▶ Stored data:
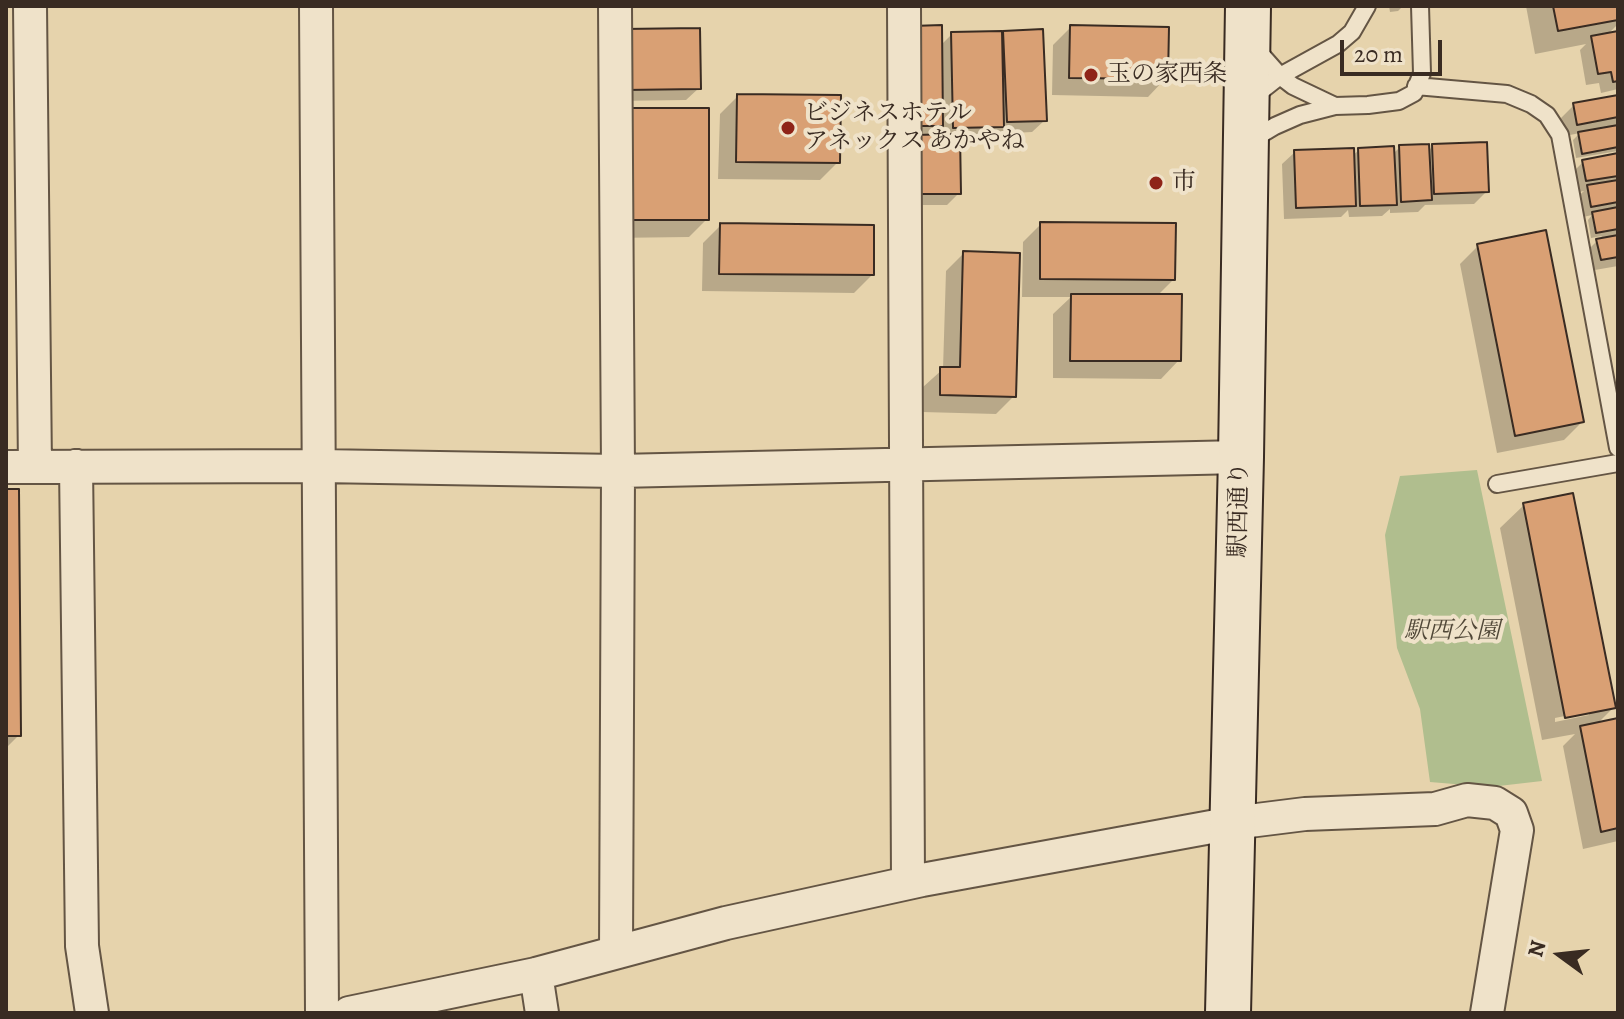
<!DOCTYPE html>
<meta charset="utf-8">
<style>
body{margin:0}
#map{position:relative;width:1624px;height:1019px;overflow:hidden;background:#e6d3ac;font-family:Alegreya,serif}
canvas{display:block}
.frame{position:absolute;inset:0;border:8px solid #392b22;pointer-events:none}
.north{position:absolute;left:1520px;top:915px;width:80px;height:80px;-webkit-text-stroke:6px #efe2c9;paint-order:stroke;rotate:285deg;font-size:22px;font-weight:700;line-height:32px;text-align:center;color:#392b22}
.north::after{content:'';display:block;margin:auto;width:28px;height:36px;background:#392b22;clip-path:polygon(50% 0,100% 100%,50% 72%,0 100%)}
.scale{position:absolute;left:1340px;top:40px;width:102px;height:36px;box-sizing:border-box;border:4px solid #392b22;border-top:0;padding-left:10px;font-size:24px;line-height:28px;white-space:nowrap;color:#392b22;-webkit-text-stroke:6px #efe2c9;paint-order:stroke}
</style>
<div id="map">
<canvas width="1624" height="1019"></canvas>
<div class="frame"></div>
<div class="north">N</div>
<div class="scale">20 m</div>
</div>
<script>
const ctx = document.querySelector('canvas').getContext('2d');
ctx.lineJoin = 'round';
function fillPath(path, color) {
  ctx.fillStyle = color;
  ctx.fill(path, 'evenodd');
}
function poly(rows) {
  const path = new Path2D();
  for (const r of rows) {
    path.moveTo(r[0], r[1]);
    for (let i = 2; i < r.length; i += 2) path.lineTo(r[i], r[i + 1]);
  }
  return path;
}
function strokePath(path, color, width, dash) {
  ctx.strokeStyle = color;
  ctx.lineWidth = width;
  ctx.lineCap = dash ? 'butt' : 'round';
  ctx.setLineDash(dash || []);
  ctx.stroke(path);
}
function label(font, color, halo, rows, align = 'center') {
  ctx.font = font + ' Alegreya,"Noto Serif JP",serif';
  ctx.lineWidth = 8;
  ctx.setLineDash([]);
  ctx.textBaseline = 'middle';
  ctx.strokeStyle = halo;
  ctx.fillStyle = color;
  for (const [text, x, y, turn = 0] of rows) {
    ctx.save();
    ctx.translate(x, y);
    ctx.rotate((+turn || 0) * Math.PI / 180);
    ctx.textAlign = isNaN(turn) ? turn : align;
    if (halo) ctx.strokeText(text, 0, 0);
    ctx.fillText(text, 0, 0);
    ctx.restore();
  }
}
fillPath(poly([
 [1477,470,1542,781,1490,787,1430,782,1420,709,1397,648,1385,535,1400,476]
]), '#b0be8e');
fillPath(poly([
 [1389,6,1403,6,1398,11,1390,12],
 [1526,6,1618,6,1618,24,1607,35,1618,33,1618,89,1601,93,1599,83,1586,85,1580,50,1586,44,1535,54],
 [1071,27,1166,78,1148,97,1052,95,1053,45],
 [1041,31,1045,120,1032,132,994,134,989,138,958,139,959,193,947,205,902,205,901,149,940,46,952,34],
 [941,125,942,137,930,137],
 [611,43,699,88,686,100,613,101],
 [738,96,838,162,820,180,718,179,720,114],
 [1618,97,1618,151,1576,158,1573,140,1580,133,1565,136,1561,118,1574,105],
 [609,129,707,219,689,237,610,238],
 [1433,146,1487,191,1474,204,1425,205,1418,212,1390,213,1390,209,1382,216,1349,217,1348,210,1341,217,1284,219,1282,164,1295,152,1352,156,1359,150,1392,155,1400,147,1428,151],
 [1618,155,1618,266,1589,271,1585,253,1602,236,1591,238,1588,220,1592,215,1579,218,1575,199,1584,191,1574,193,1571,174,1583,162],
 [1041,224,1173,280,1157,296,1179,360,1161,379,1053,378,1053,314,1071,297,1022,297,1023,242],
 [721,225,872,275,854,293,702,291,703,243],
 [1478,246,1582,422,1564,440,1497,453,1460,264],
 [964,253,1014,396,996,414,922,412,923,387,943,369,946,271],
 [6,491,19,735,6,748],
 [1524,505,1614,707,1596,725,1618,720,1618,841,1583,849,1563,746,1575,734,1542,740,1500,528],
 [1589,711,1589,715,1555,722,1555,718]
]), '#0003');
const building = poly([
 [1553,6,1618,6,1618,20,1558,31,1553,6],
 [942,25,943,126,913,126,912,26,942,25],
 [1070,25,1169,27,1168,79,1069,78,1070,25],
 [700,28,701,89,624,90,623,29,700,28],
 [1043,29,1047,121,1007,122,1003,31,1043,29],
 [1002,31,1004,127,953,128,951,32,1002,31],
 [1618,31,1618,81,1613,82,1611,72,1598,74,1591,36,1618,31],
 [737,94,841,95,840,163,736,162,737,94],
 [1618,95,1618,117,1577,125,1573,103,1618,95],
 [627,108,709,108,709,220,627,220,627,108],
 [1618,125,1618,147,1582,154,1578,132,1618,125],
 [960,134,961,194,913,194,913,135,960,134],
 [1487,142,1489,192,1434,194,1432,144,1487,142],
 [1429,144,1432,200,1401,202,1399,145,1429,144],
 [1394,146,1397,205,1360,206,1358,148,1394,146],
 [1354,148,1356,206,1296,208,1294,150,1354,148],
 [1618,153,1618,176,1586,181,1582,160,1618,153],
 [1618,180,1618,202,1591,207,1587,185,1618,180],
 [1618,207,1618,229,1596,233,1592,212,1618,207],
 [1040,222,1176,223,1175,280,1040,279,1040,222],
 [720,223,874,225,874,275,719,274,720,223],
 [1546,230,1584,422,1515,436,1477,244,1546,230],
 [1618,235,1618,257,1601,260,1596,239,1618,235],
 [963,251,1020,253,1016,397,940,395,940,367,960,367,963,251],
 [1071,294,1182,294,1181,361,1070,361,1071,294],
 [6,489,19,489,21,736,6,736,6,489],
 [1573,493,1616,708,1565,718,1523,503,1573,493],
 [1618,718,1618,828,1601,832,1580,726,1618,718]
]);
fillPath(building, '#d9a074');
strokePath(building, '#392b22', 2);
const lane = poly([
 [1257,50,1280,76,1293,86,1335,106],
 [1416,86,1507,94,1531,104,1547,115,1560,135,1618,448],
 [1252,98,1280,76,1338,44,1352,32,1367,6],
 [1250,141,1275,126,1300,115,1335,106,1368,105,1399,101,1414,93,1422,73,1420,6],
 [1497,484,1618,463]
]);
const street = poly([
 [30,6,35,467],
 [316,6,322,1013],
 [615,6,618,471,616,952],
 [904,6,908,882],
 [76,466,82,946,92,1013],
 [6,467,320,466,618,471,1241,457],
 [536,974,542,1013],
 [349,1013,536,974,726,923,922,880,1233,823,1305,814,1435,809,1467,800,1495,803,1511,813,1517,830,1487,1013]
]);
const secondary = poly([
 [1228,1013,1241,457,1248,6]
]);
strokePath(lane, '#645544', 20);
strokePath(street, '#645544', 36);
strokePath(secondary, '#392b22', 48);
strokePath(lane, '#efe2c9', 16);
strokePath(street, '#efe2c9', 32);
strokePath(secondary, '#efe2c9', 44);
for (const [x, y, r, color] of [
 [1091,75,8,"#8f2418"],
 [788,128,8,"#8f2418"],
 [1156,183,8,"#8f2418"]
]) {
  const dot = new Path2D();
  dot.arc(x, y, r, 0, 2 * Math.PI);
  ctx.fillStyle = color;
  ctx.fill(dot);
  strokePath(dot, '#efe2c9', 3);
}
label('24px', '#392b22', '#efe2c9', [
 ["玉の家西条",1107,75],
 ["ビジネスホテル",804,114],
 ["アネックス あかやね",804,142],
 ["市",1172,183]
], 'left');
label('24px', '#392b22', '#efe2c9', [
 ["駅西通り",1240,510,-89]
]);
label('italic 24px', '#514838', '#efe2c9', [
 ["駅西公園",1452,632]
]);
</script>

▶ Work order: Where a line of the data contains "canvas", copy that line.

▶ Written answer:
canvas{display:block}
<canvas width="1624" height="1019"></canvas>
const ctx = document.querySelector('canvas').getContext('2d');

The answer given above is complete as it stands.